Out of memory, or when raising the context
Q8_0 weights (12.67GB) leave ~3GB on a 16GB RX 7800 XT for the KV cache, and Gemma's sliding-window attention keeps that cache smaller than a full-attention model would — so OOM is unlikely at sane context sizes. But the full 256K can still be large. Options, in order: quantize the KV cache with -fa on -ctk q8_0 -ctv q8_0 (roughly halves cache VRAM — note Flash Attention is less mature on ROCm/RDNA3, so verify it behaves on your version); lower -c; or drop to Q6_K (9.79GB), Q5_K_M (8.41GB), Q4_K_M (7.12GB) or Google's QAT Q4_0 (6.98GB) for even more headroom. Don't try the bf16 GGUF (23.83GB) on 16GB — it doesn't fit; it needs a 32GB+ card.

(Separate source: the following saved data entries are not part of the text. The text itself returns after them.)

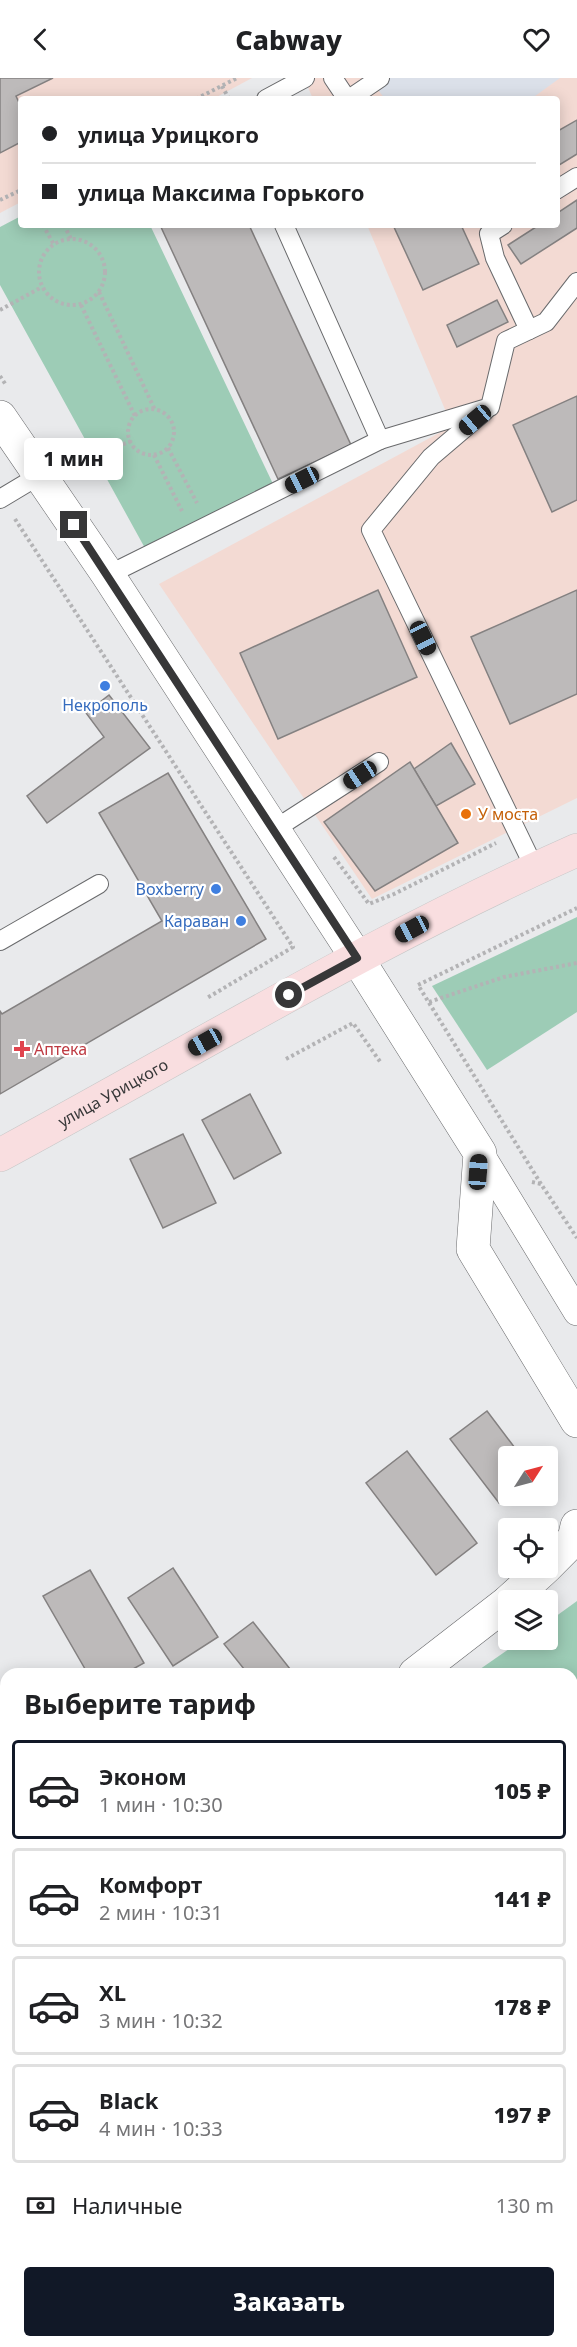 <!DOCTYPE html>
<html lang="ru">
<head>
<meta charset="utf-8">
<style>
  body { margin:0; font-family:"Noto Sans",sans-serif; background:#f6f6f6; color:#202124; height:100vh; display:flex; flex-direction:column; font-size:22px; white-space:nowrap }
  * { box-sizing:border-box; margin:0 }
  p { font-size:20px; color:#757577 }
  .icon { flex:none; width:33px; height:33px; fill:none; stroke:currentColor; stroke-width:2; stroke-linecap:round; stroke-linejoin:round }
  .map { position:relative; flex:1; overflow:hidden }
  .side { position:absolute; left:0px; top:1590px; width:578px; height:680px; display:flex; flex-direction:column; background:#fff; border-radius:18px 18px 0 0; box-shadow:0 3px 15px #0003 }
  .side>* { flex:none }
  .top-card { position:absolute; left:18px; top:18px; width:542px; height:132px; border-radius:6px; box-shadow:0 3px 15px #0003; display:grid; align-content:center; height:132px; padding:0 24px; background:#fff }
  .needle { width:39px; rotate:54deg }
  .fabs { position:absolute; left:498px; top:1368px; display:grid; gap:12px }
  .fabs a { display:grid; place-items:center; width:60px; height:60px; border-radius:6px; background:#fff; box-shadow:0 3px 15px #0003; font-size:30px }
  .end { position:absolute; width:27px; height:27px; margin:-14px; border:8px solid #373738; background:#fff; box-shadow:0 0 0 3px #fff }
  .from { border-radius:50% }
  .bubble { position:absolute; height:42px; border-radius:6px; background:#fff; box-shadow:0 3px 15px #0003; font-size:20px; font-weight:800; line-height:42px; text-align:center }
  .car { position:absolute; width:18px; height:36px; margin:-18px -9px; border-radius:8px; box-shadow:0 0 4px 2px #0007; background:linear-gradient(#222 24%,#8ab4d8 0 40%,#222 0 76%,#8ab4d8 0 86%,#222 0) }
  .top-card b { display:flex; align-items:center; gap:21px; height:57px; font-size:22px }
  .top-card b+b { border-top:2px solid #e0e0e0 }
  .top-card i { width:15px; height:15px; background:#202124 }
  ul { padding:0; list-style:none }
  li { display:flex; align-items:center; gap:18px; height:99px; margin:0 12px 9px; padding:0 12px; border:3px solid #e0e0e0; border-radius:6px }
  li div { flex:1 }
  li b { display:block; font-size:22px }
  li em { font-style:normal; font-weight:800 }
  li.selected { border-color:#111827 }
  li>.icon { width:54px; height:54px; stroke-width:1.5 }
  h2 { padding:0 24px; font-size:27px; line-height:72px }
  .pay { display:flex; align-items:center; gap:15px; height:66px; padding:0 24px; font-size:22px }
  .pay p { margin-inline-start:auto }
  .button { display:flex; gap:12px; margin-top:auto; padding:12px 24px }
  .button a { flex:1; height:69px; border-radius:6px; background:#111827; color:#fff; font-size:24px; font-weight:800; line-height:69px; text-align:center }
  header { display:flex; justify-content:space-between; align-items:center; height:78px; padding:0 24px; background:#fff; font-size:27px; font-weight:800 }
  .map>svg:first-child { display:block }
</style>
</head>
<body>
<header><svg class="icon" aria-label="back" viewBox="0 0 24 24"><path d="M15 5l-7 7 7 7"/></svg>Cabway<svg class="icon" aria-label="heart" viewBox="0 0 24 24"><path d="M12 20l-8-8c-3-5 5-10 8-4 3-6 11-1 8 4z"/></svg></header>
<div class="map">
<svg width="577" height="2269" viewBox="0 0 577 2269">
  <rect width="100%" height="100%" fill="#e9eaec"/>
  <g fill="#f3dad3">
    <polygon points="0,0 252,0 213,21 21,21 21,124 0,135"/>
    <polygon points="304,0 577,0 577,720 372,821 159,506 452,348 367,147 556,147 556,21 313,21"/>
  </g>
  <polygon fill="#dbe0e9" points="369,0 560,0 531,21 385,21"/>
  <g fill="#9dccb6">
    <polygon points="21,138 21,147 150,147 274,408 146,472 0,207 0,149"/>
    <polygon points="577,839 577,934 487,992 432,908"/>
    <polygon points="577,1523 577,1623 572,1628 572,1596 473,1596 522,1562 548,1562 548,1544"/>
    <polygon points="6,1956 6,2055 0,2059 0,1961"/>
  </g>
  <polygon fill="#aed7f6" points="577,1640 577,2269 0,2269 0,2072 6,2067 6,2264 572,2264 572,1645"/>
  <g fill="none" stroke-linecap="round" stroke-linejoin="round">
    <g stroke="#003553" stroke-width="1.5" stroke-dasharray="8 6" stroke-linecap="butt">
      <polyline points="572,2020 577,2016"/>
      <polyline points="224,2269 232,2264"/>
    </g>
  </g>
  <g fill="#bdbaba" stroke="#848181" stroke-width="1.5">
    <polygon points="0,0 53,0 16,18 21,29 21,64 0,75"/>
    <polygon points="577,42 577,76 556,89 556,54"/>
    <polygon points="577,122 577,150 521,186 508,167 539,147 556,147 556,136"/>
    <polygon points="160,147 249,147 351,367 278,401"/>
    <polygon points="393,147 461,147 479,186 423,212"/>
    <polygon points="497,222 508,244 457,269 447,247"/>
    <polygon points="577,318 577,422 552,434 513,347"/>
    <polygon points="378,512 417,599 278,661 240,575"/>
    <polygon points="577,512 577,616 510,646 471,559"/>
    <polygon points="109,617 150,670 47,745 27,718 104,659 86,635"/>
    <polygon points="451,665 475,706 436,728 414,691"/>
    <polygon points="410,684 458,765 375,813 324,744"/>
    <polygon points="168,695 266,861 0,1016 0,933 2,936 162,843 99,735"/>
    <polygon points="250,1016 281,1075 234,1101 202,1042"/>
    <polygon points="183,1056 216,1125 163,1150 130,1081"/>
    <polygon points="487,1333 521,1378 508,1378 510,1418 499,1425 450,1361"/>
    <polygon points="407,1373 477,1465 436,1497 366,1405"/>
    <polygon points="173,1490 218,1559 173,1588 128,1520"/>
    <polygon points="90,1492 144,1585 124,1596 88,1596 43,1518"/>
    <polygon points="253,1544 294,1596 248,1596 224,1566"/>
  </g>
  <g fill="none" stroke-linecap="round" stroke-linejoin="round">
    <defs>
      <g id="service">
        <polyline points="333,0 347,21"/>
        <polyline points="266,21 305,0"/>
        <polyline points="349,21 380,0"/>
        <polyline points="556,112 577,99"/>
        <polyline points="284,147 380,362"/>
        <polyline points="503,147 489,156 495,180 529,252"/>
        <polyline points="485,333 431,379 371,452 535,791"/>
        <polyline points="0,421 40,397"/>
        <polyline points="108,497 380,362 490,329 506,263 546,244 577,204"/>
        <polyline points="275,751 379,684"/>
        <polyline points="0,863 99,806"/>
      </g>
      <polyline id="pedestrian" points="480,1075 577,1234"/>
      <g id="minor">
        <polyline points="357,880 480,1075 473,1171 577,1343"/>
        <polyline points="548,1487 574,1461 577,1448"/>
        <polyline points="510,1522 545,1490"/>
        <polyline points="415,1596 508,1524"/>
        <polyline points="0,1917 6,1912"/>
      </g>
      <polyline id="secondary" points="0,339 108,497 357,880"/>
      <g id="primary">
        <path id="s1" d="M0 1077C191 974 378 860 577 772"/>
      </g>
    </defs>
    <use href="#service" stroke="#696a6c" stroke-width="20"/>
    <use href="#pedestrian" stroke="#696a6c" stroke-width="28"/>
    <use href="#minor" stroke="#696a6c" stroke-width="34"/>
    <use href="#secondary" stroke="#696a6c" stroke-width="34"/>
    <use href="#primary" stroke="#c7c7c7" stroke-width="34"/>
    <g stroke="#b3b3b5" stroke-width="4" stroke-dasharray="3 3" stroke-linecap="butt">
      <polyline points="222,8 229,21"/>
      <polyline points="196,21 237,0"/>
      <polyline points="0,122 21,112"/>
      <polyline points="43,147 54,167"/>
      <polyline points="64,147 71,161"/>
      <circle cx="72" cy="194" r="33"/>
      <polyline points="99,214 155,332"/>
      <polyline points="81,227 135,338"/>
      <polyline points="0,232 42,209"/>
      <polyline points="0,298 6,307"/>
      <circle cx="151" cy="354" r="23"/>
      <polyline points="168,370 197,425"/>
      <polyline points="154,377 182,433"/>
      <polyline points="73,387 131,363"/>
      <polyline points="15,441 293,869 207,920"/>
      <polyline points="334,779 369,826 394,816 496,765"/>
      <polyline points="429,924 504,899 577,885"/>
      <polyline points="286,981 353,945 381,985"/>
      <polyline points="532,1104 541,1106 577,1160"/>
      <polyline points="541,1106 418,907 577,830"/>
    </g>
    <use href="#service" stroke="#fff" stroke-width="18"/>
    <use href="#pedestrian" stroke="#fff" stroke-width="27"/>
    <use href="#minor" stroke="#fff" stroke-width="33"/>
    <use href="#secondary" stroke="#fff" stroke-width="33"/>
    <use href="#primary" stroke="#f9dee0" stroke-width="33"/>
  </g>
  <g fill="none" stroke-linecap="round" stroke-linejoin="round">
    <polyline stroke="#373738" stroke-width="8" points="74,447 357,880 289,917"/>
  </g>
  <g fill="#3f7fe0" stroke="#fff" stroke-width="2">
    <circle cx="105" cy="608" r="6"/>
    <circle cx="216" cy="811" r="6"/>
    <circle cx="241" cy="843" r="6"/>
  </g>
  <circle fill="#e8710a" stroke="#fff" stroke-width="2" cx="466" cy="736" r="6"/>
  <path fill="#e0444e" stroke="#fff" stroke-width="2" d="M19 962h6v6h6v6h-6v6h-6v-6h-6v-6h6z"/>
  <g text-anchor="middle" stroke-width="4.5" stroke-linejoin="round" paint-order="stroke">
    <g font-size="16" fill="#366cbe" stroke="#fff" text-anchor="end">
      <text x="105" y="633" text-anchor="middle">Некрополь</text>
      <text x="204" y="817">Boxberry</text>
      <text x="229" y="849">Караван</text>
    </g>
    <g font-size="16" fill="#c56008" stroke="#fff" text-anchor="start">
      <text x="478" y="742">У моста</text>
    </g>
    <g font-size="16" fill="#be3a42" stroke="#fff" text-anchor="start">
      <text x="34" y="977">Аптека</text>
    </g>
    <g font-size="16" fill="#373738" stroke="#fff">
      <text dy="6" stroke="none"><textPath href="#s1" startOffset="129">улица Урицкого</textPath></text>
    </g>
  </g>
</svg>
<div class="fabs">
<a><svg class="needle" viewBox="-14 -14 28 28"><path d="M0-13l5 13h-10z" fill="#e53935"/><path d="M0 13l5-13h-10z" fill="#757577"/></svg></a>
<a><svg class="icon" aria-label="locate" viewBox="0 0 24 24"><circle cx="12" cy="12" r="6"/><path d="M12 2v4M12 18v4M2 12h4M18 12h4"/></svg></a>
<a><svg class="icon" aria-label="layers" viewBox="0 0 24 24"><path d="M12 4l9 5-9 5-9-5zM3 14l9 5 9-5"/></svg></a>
</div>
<i class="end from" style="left:289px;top:917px"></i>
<i class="end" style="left:74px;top:447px"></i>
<div class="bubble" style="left:24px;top:360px;width:99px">1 мин</div>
<i class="car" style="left:475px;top:342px;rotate:230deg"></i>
<i class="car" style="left:302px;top:402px;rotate:243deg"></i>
<i class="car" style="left:423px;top:560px;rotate:154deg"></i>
<i class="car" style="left:360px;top:697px;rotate:237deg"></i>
<i class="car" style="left:412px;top:851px;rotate:242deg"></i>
<i class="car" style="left:205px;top:964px;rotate:241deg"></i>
<i class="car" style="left:478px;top:1094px;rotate:4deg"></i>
<div class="top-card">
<b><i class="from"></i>улица Урицкого</b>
<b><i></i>улица Максима Горького</b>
</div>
<section class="side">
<h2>Выберите тариф</h2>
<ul>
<li class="selected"><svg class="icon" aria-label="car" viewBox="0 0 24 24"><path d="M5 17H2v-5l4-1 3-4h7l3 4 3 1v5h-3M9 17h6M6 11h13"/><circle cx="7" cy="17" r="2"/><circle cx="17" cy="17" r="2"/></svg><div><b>Эконом</b><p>1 мин · 10:30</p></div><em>105 ₽</em></li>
<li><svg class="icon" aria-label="car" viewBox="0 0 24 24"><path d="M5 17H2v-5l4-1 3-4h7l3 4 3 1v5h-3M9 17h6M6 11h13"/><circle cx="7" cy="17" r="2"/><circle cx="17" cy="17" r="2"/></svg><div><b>Комфорт</b><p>2 мин · 10:31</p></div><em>141 ₽</em></li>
<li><svg class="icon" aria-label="car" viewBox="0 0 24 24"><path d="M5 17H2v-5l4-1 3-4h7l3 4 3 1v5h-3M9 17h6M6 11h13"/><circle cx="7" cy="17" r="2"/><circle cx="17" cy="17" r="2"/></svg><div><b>XL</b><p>3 мин · 10:32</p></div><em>178 ₽</em></li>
<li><svg class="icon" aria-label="car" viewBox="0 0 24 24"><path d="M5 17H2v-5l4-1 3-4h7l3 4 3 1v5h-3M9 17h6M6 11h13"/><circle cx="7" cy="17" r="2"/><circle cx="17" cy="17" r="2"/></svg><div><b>Black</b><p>4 мин · 10:33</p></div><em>197 ₽</em></li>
</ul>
<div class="pay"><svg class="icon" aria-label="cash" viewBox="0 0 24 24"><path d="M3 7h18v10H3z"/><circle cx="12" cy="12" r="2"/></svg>Наличные<p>130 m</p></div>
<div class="button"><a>Заказать</a></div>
</section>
</div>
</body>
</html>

Token generation feels slower than expected — try the Vulkan backend
On RDNA3 the ROCm/HIP backend can be slower at token generation than llama.cpp's Vulkan backend. Per llama.cpp issue #20934, measured on a 7900-series RDNA3 card, the Vulkan (RADV) backend outpaced ROCm for pure generation on a small model across ROCm 6.4.4–7.x. If your generation rate disappoints under ROCm on the 7800 XT, build llama.cpp with -DGGML_VULKAN=ON instead of -DGGML_HIP=ON and re-benchmark with llama-bench — Vulkan often wins for pure generation on RDNA3.
torch / CUDA errors — this is llama.cpp on ROCm, not a Python ML stack
Serving Gemma 4 via llama.cpp or Ollama does not require PyTorch, flash-attn wheels, or a Python ML stack — and it does not use CUDA at all on this card. If you hit a CUDA error, you almost certainly grabbed a CUDA/CPU binary instead of the ROCm build; rebuild with -DGGML_HIP=ON -DGPU_TARGETS=gfx1101 (Option A) or reinstall Ollama with the ROCm driver present. At 12B, Q8_0 is already near-lossless, so there is no reason to reach for the full-precision weights on this card.
Model or GPU 404 on /check
Gemma 4 12B is a new addition; if the /check/gemma-4-12b/rx-7800-xt link 404s, the catalogue row is still being registered. The recipe's install and run steps are independent of the benchmark endpoint.